Food and drink reflect that geography. **Border lamb** is the regional meat — hill-grazed Cheviot and Texel lambs supplied to restaurants across Edinburgh and the Borders themselves. Local butchers (Dalgetty's in Kelso, Forsyths in Peebles) specialise in the local supply; the Border lamb tradition is centuries old and competes with the more-famous Welsh and Lakeland lamb in serious chef circles.
**Tweed salmon** is the freshwater equivalent — the River Tweed is one of Britain's most-fished salmon rivers, with commercial salmon limited and recreational salmon-fishing permits expensive. Smoked Tweed salmon is the year-round retail product; fresh wild Tweed salmon appears on menus in season (typically late summer through autumn).
**The Borders Distillery** in Hawick is the regional whisky headline. Opened in 2018, it was the first malt distillery in the Scottish Borders for 180 years — closing a gap that had existed since the 1830s. The distillery is in a converted Victorian mill in the centre of Hawick, with a visitor centre, cafe, and shop. First single malt released in 2024 — the Hawick Single Malt is the cornerstone, with broader gin and blended releases bringing in revenue while the malt matures.
**Tempest Brewing** at Tweedbank (near Galashiels) is the craft beer headline — founded 2010 by Gavin Meiklejohn and Annika Meiklejohn-Berthon, multiple SIBA awards, distributed across UK independents. **Broughton Brewery** in Broughton (west of Peebles, founded 1979) is one of Scotland's oldest craft breweries; Greenmantle Ale and Old Jock are the long-standing classics.
Beyond the food and drink itself, **Walter Scott country** is the cultural overlay — Abbotsford House (Scott's home), Melrose Abbey, and the Eildon Hills run through the centre of the region. The Common Ridings (Hawick, Selkirk, Kelso, Lauder, Peebles, Innerleithen, and others) are summer horse-led civic festivals; each town has its own; smaller-scale food markets often run alongside Common Riding weeks.
The region at a glance
Best for
- ✓Travellers who want quiet rural Scotland without the Highland crowds
- ✓Walter Scott / literary tourists adding food and drink to the itinerary
- ✓Craft beer enthusiasts (Tempest is among Scotland's best)
- ✓Whisky drinkers wanting the newest Scottish distillery cluster
Avoid if
- ✕You want urban food density (the Borders are agricultural)
- ✕You want classic Scottish whisky tradition (only 1 distillery, 7 years old)
- ✕You're avoiding red meat / lamb (the regional food story is meat-led)
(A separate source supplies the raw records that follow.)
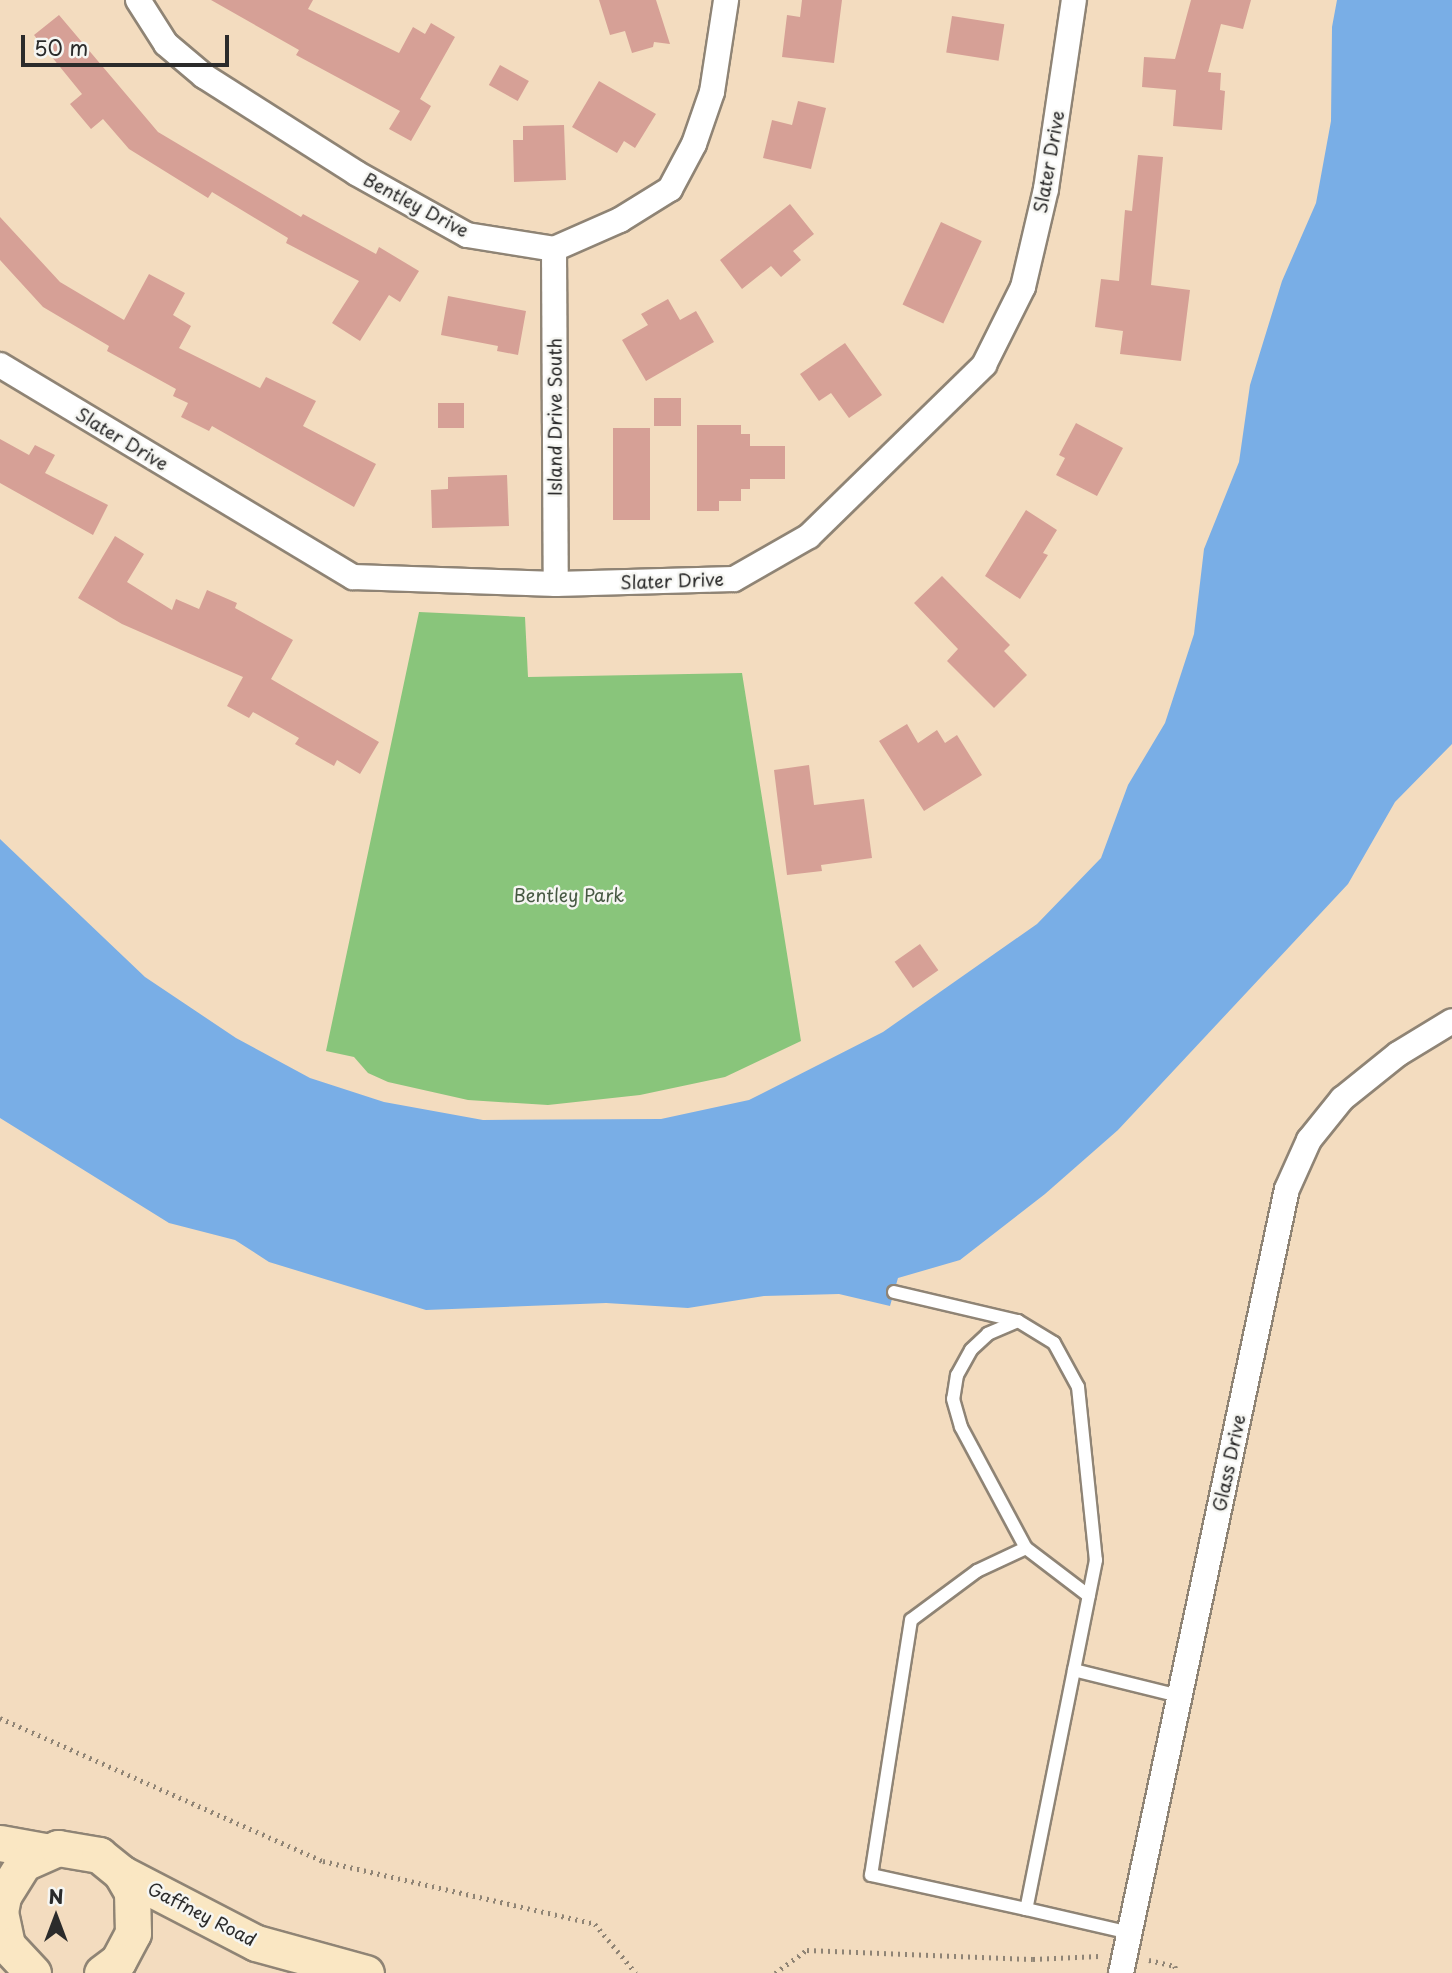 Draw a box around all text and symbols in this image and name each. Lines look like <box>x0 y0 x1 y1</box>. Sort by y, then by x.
scale bar <box>24 21 233 65</box>
text: 50 m <box>34 31 88 63</box>
street label: Slater Drive <box>1029 109 1069 215</box>
street label: Bentley Drive <box>359 168 473 242</box>
street label: Island Drive South <box>544 338 566 496</box>
street label: Slater Drive <box>72 403 172 475</box>
street label: Slater Drive <box>619 568 725 594</box>
park label: Bentley Park <box>513 884 625 906</box>
street label: Glass Drive <box>1208 1413 1250 1513</box>
street label: Gaffney Road <box>144 1877 260 1951</box>
north arrow <box>21 1882 91 1952</box>
text: N <box>48 1882 64 1910</box> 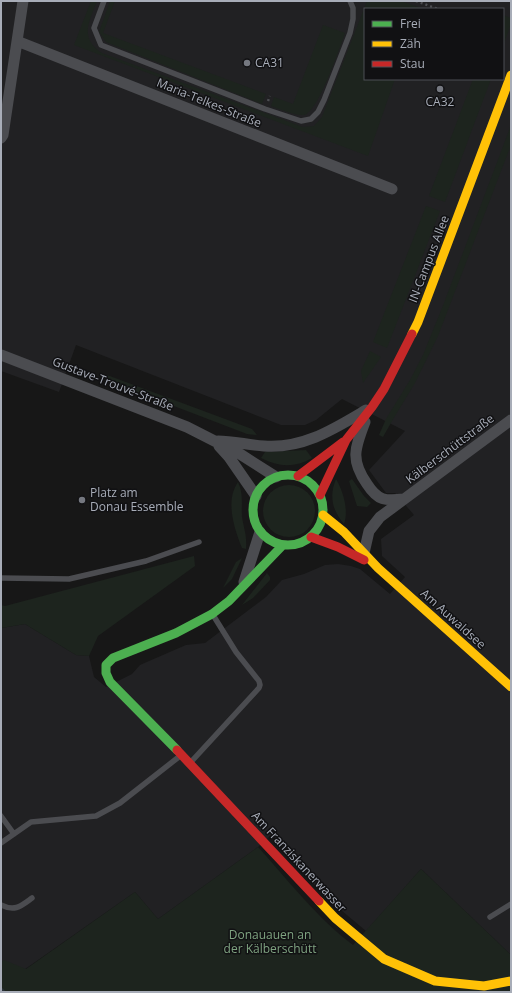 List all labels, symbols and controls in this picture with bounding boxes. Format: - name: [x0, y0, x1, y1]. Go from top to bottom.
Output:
- legend: [364, 8, 504, 80]
- text: Frei: [400, 15, 421, 32]
- text: Zäh: [400, 35, 421, 52]
- place label: CA31: [255, 54, 284, 71]
- text: Stau: [400, 55, 425, 72]
- marker: CA31: [242, 58, 252, 68]
- street label: Maria-Telkes-Straße: [154, 74, 264, 131]
- marker: CA32: [435, 84, 445, 94]
- place label: CA32: [426, 93, 455, 110]
- street label: IN-Campus Allee: [404, 212, 453, 305]
- street label: Gustave-Trouvé-Straße: [50, 353, 177, 415]
- street label: Kälberschüttstraße: [402, 410, 498, 487]
- place label: Platz am Donau Essemble: [90, 484, 184, 515]
- marker: Platz am Donau Essemble: [77, 495, 87, 505]
- street label: Am Auwaldsee: [417, 585, 490, 653]
- street label: Am Franziskanerwasser: [248, 807, 351, 916]
- park label: Donauauen an der Kälberschütt: [224, 926, 316, 957] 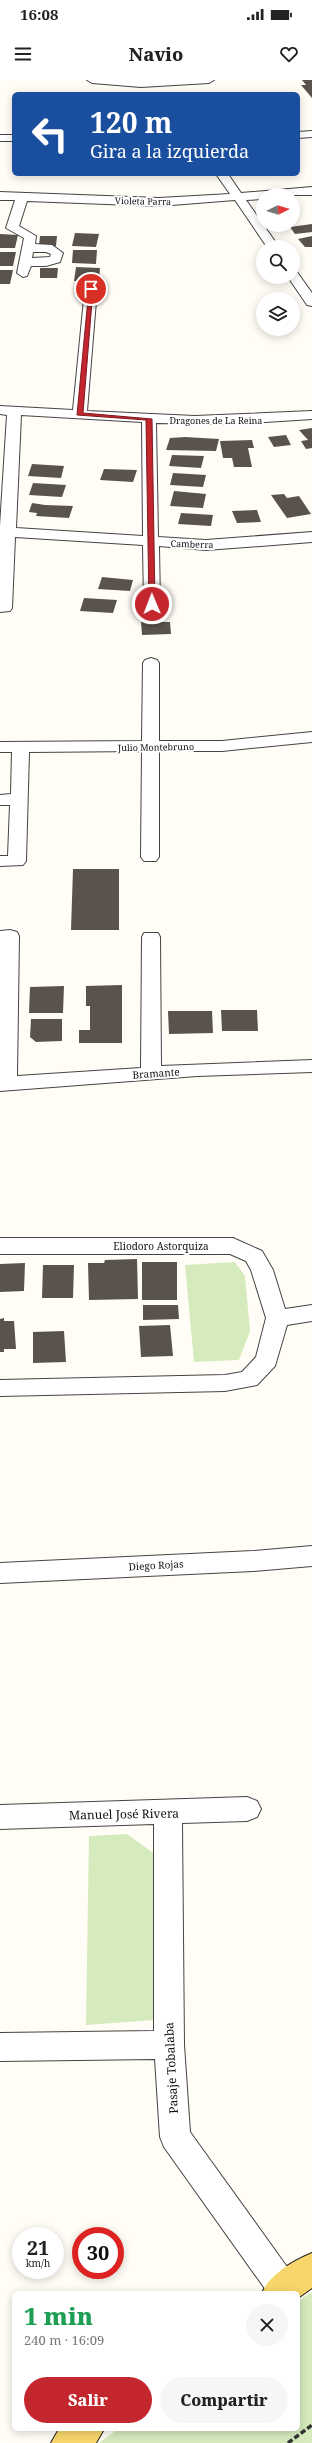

- ✕You want coastal cuisine (the Borders are landlocked except for a short Berwickshire coast)
Compare with
- Dumfries & Galloway — south-west neighbour — both quieter rural regions; D&G has more coastline and cheese
- Edinburgh & Lothians — Edinburgh is the urban counterpart; the Borders are an hour south
- Fife — similarly under-the-radar but coastal; both reward slow exploration
Scottish Borders distilleries worth visiting
Just one working malt distillery — but a meaningful one. The Borders Distillery in Hawick opened in 2018, becoming the first malt distillery in the region for 180 years. First single malt released in 2024; broader gin and blended Scotch lines provide revenue while the malt stock matures. The visitor centre is genuinely good — converted Victorian mill, well-organised tour, on-site cafe.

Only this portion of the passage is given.